The author contrasts this with the rigorous, albeit imperfect, frameworks some companies are building. Wealthsimple, for instance, ran a two-month selection process backed by usage data from Jellyfish, while WeTravel constructed a structured scoring system across five dimensions to evaluate code review tools. Yet, even with these efforts, the consensus remains that no single metric works. At a large fintech that ran a comparative test of Copilot, Claude, and Cursor across 50 pull requests, the results were nuanced: "Cursor reviews the most precise, Claude the most balanced, and Copilot the most quality-focused." This specificity is lost when companies rely on blunt, one-size-fits-all KPIs.
"There's no single vendor that's universally rated by every team in all contexts."
This finding challenges the vendor marketing narrative that a single "best" tool exists for everyone. Orosz points out that a tool beloved by one team can be loathed by another, depending on their specific workflow and codebase. The author notes that at a Series D observability company, non-engineers like product managers were using Claude Code more than median engineers to handle customer bug reports, a use case that would never show up in a standard developer productivity dashboard. This highlights a blind spot in how organizations currently evaluate their tech stacks.
The Vendor Lock-in Trap
A recurring theme in Orosz's reporting is the fear of vendor lock-in, particularly among larger firms. A staff engineer at a public travel company with 1,500 employees explicitly stated, "Our main concern is avoiding vendor lock-in with a single solution." This caution is understandable given the rapid pace of change; what is the industry standard today may be obsolete in six months. However, the author suggests that this fear often leads to inaction. The EU-based company mentioned earlier found themselves unable to approve new tools for six months, leading to a "vicious cycle where the tool feels underwhelming, which suppresses adoption and makes it harder to justify further investment."
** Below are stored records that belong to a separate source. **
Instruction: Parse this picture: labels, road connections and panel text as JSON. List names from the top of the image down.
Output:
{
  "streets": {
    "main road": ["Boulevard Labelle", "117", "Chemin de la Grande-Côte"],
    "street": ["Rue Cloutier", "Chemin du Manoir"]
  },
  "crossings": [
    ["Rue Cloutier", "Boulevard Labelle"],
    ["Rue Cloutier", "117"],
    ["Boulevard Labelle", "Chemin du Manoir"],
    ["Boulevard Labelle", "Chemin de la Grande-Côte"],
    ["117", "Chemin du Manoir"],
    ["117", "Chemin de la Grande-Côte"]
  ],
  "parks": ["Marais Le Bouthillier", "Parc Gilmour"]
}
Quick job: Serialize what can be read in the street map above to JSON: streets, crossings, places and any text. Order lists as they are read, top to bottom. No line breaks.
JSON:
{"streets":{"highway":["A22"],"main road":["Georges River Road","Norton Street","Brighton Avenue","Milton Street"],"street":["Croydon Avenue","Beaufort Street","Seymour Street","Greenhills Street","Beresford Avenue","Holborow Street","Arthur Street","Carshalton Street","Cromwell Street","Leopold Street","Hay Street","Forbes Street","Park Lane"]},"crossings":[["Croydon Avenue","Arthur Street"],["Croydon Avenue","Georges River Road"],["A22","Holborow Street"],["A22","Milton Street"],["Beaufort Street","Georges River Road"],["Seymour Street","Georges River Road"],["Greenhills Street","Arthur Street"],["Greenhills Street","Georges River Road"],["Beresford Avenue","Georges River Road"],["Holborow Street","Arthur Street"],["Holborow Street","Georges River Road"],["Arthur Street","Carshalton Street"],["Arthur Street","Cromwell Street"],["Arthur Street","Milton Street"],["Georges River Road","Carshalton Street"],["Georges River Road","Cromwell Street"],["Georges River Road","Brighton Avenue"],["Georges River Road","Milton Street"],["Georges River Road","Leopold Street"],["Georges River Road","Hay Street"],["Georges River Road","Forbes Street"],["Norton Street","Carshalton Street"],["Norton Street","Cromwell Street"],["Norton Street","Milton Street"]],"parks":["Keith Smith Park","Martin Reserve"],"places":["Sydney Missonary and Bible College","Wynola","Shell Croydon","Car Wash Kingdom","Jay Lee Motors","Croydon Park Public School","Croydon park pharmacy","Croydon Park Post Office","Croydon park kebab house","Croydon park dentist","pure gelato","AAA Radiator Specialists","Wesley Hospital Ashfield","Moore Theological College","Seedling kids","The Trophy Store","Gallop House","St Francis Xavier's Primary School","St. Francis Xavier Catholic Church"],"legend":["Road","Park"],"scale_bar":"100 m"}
Orosz also touches on the human element of this transition. At the Series A startup, a staff engineer noted that code reviews had become a headache as code quantity increased, but quality had dipped until the adoption of newer models like Opus 4.5. The solution wasn't just a new tool, but a cultural shift supported by "Agents.md" and "Claude.md" files that served as a single source of truth for coding style. This suggests that the technology is only half the battle; the other half is the documentation and shared context that allows teams to leverage these tools effectively.
Bottom Line
Orosz's most compelling argument is that the era of the "silver bullet" AI tool is over; the future belongs to organizations that can build flexible, trust-based evaluation processes rather than relying on executive mandates or vanity metrics. The piece's greatest vulnerability is its reliance on anonymous sources for the majority of its data, which, while necessary for candidness, limits the ability to verify the specific outcomes of these tooling shifts. Readers should watch for how the industry develops standardized, non-invasive metrics that can actually capture the value of AI without distorting developer behavior.